• _EXERCISE GOAL_
Lines below that include "nowrap" are the answer; copy each one.

[THE DATA Boundary: Start]

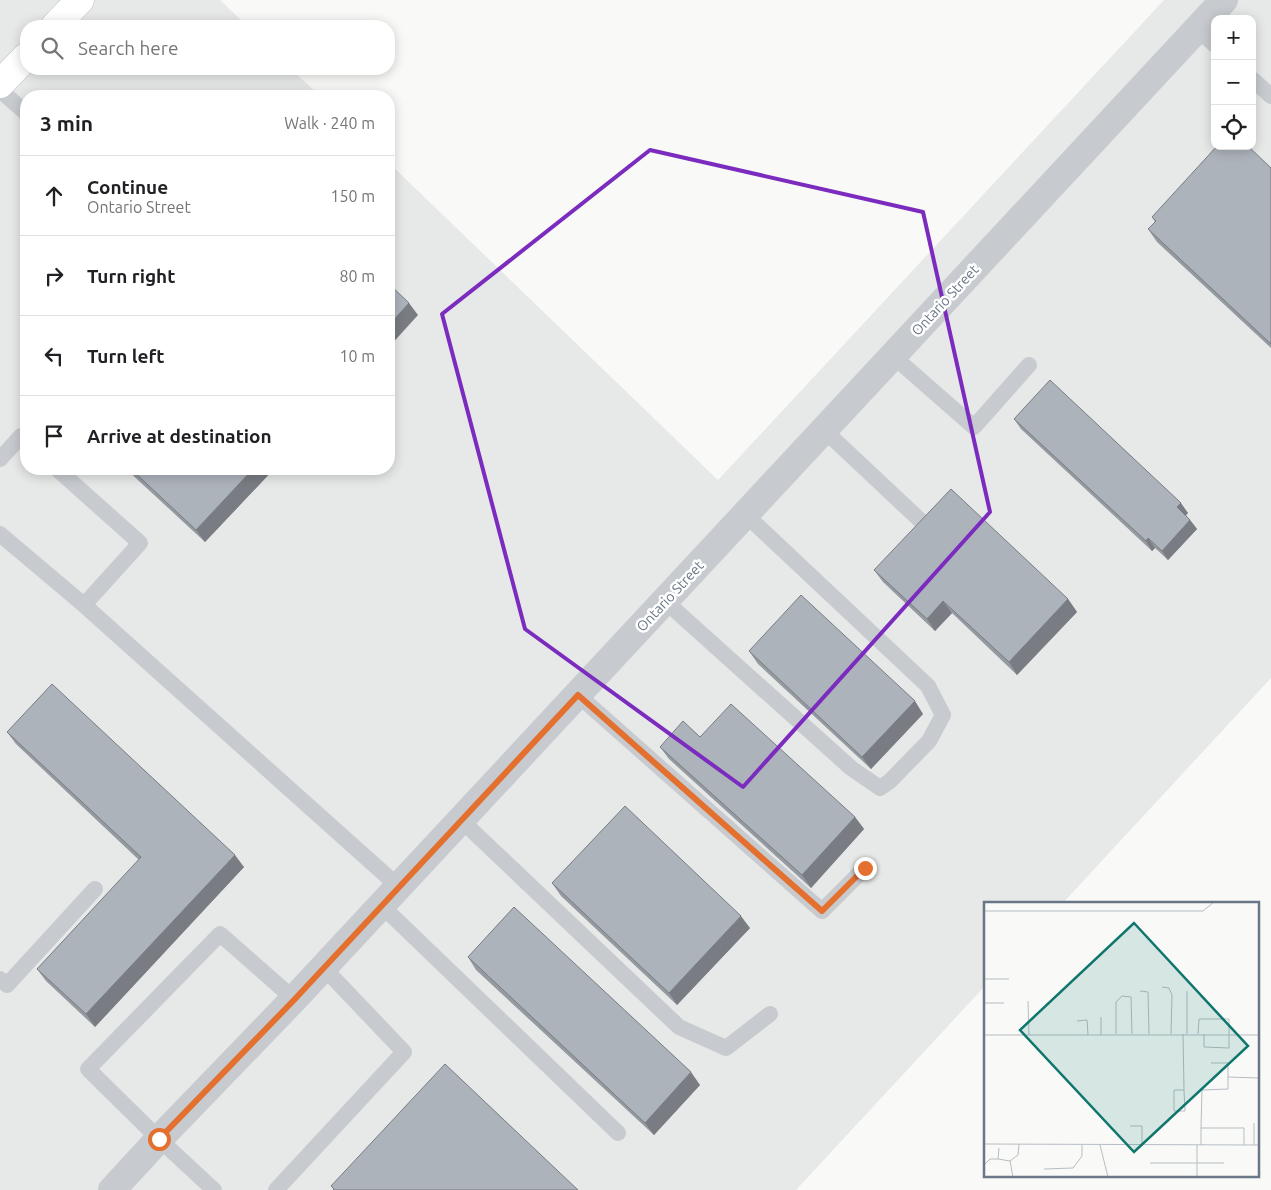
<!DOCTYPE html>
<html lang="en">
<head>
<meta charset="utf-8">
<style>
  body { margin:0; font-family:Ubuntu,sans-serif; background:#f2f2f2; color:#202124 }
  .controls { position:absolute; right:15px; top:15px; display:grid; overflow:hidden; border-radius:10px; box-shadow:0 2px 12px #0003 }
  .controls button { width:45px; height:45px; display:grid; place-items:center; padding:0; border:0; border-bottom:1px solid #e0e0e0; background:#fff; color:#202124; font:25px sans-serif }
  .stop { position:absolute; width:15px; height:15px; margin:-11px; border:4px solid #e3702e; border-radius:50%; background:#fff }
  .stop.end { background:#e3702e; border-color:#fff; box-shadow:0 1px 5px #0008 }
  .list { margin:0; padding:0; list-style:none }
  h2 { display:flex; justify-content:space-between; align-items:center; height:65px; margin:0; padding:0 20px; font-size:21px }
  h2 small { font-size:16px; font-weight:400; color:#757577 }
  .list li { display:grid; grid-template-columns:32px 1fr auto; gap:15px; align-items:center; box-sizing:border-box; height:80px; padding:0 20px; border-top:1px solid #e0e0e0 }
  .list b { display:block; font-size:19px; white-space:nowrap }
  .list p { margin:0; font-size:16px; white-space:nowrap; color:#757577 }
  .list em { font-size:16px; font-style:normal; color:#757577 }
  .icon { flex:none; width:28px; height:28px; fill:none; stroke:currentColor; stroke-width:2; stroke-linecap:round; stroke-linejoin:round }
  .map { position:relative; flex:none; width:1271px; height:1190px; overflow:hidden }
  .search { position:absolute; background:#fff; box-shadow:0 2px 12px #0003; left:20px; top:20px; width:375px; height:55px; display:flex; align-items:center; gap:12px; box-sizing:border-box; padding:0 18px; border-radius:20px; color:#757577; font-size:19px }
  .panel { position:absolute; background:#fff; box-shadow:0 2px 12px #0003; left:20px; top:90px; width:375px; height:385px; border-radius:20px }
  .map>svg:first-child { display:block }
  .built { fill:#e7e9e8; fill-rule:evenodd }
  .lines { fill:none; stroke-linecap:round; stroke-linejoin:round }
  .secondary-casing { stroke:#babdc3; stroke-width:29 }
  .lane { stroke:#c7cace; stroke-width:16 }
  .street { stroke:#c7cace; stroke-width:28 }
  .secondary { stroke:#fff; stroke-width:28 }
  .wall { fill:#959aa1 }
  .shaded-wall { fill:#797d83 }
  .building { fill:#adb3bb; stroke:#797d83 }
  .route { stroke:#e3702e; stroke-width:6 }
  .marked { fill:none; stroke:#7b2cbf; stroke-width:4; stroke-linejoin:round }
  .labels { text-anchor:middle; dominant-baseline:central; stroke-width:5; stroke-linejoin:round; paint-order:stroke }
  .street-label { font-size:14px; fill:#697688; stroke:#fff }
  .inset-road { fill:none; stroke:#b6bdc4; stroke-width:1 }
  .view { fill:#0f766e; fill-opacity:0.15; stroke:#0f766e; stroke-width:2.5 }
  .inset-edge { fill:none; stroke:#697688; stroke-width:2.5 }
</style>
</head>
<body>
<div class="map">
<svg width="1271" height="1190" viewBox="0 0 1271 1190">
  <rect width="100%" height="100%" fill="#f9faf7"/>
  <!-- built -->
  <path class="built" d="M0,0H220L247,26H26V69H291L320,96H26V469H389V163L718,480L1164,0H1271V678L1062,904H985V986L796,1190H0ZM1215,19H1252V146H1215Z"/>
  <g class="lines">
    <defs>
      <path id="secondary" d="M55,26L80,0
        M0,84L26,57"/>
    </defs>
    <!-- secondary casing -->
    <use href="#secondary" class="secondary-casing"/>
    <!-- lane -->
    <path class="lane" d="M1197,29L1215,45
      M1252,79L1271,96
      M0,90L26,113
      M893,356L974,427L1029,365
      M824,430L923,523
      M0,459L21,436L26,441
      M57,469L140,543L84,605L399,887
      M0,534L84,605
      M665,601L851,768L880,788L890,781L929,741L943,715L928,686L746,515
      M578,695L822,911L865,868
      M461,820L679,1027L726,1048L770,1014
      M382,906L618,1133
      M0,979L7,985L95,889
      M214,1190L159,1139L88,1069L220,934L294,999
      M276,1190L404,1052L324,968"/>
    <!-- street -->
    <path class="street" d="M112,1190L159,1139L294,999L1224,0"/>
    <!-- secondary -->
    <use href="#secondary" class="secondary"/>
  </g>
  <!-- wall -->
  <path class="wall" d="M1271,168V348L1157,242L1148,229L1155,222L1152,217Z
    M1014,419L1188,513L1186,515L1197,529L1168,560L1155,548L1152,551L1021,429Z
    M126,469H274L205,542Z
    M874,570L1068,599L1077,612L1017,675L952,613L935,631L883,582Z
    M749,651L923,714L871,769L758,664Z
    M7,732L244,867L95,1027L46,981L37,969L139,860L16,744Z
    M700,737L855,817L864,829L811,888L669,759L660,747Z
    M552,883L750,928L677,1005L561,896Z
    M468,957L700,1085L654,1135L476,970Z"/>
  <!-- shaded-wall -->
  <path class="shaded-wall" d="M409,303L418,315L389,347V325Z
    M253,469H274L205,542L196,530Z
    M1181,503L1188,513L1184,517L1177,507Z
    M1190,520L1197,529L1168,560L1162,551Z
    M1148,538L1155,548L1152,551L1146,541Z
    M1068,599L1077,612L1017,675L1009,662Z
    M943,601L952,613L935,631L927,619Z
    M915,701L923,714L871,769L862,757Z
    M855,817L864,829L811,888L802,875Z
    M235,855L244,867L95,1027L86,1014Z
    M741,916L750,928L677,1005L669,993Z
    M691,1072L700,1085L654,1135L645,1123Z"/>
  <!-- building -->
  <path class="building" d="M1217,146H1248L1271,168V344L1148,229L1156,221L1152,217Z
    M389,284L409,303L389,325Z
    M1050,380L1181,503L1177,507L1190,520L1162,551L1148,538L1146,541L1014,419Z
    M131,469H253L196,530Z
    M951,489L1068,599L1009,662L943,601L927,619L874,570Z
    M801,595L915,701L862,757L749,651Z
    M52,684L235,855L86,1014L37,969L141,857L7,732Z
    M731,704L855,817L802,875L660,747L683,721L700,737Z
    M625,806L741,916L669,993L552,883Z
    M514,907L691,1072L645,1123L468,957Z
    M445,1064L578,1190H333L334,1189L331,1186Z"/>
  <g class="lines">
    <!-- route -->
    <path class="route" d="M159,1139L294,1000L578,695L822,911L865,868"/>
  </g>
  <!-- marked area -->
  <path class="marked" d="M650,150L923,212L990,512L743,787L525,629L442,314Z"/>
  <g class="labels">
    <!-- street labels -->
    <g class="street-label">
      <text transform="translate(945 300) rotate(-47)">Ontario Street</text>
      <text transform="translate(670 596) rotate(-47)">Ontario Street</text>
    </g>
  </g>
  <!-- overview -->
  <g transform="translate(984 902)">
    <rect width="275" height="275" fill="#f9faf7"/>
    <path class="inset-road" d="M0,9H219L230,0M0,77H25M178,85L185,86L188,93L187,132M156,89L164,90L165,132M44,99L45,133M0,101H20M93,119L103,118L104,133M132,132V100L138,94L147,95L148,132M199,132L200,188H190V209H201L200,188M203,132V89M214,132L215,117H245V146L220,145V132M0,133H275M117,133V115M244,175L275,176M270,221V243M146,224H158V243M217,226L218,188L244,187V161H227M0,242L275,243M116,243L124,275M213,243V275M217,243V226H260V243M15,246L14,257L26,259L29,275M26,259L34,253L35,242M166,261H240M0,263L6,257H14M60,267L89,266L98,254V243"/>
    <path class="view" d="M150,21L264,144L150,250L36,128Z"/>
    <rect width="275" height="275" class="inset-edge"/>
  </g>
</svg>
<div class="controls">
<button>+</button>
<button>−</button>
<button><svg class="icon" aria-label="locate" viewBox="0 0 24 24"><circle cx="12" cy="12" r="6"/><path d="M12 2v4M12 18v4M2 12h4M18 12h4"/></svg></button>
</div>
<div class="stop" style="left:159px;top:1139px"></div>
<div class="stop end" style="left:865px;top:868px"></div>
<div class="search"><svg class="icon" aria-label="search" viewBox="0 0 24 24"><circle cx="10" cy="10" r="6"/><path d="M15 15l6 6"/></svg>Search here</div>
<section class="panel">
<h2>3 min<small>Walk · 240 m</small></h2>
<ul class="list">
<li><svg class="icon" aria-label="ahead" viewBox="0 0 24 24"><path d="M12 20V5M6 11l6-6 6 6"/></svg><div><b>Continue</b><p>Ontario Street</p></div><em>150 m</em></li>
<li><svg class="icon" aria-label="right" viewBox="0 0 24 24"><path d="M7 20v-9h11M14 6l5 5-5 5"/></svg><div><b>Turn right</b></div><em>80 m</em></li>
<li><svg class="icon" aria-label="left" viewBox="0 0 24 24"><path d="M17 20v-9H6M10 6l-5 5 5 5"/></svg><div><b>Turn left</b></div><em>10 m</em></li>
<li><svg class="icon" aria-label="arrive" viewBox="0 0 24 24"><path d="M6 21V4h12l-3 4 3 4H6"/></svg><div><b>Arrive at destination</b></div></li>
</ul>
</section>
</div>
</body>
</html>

[THE DATA Boundary: End]

• _OUTPUT OF THE TASK_
  .list b { display:block; font-size:19px; white-space:nowrap }
  .list p { margin:0; font-size:16px; white-space:nowrap; color:#757577 }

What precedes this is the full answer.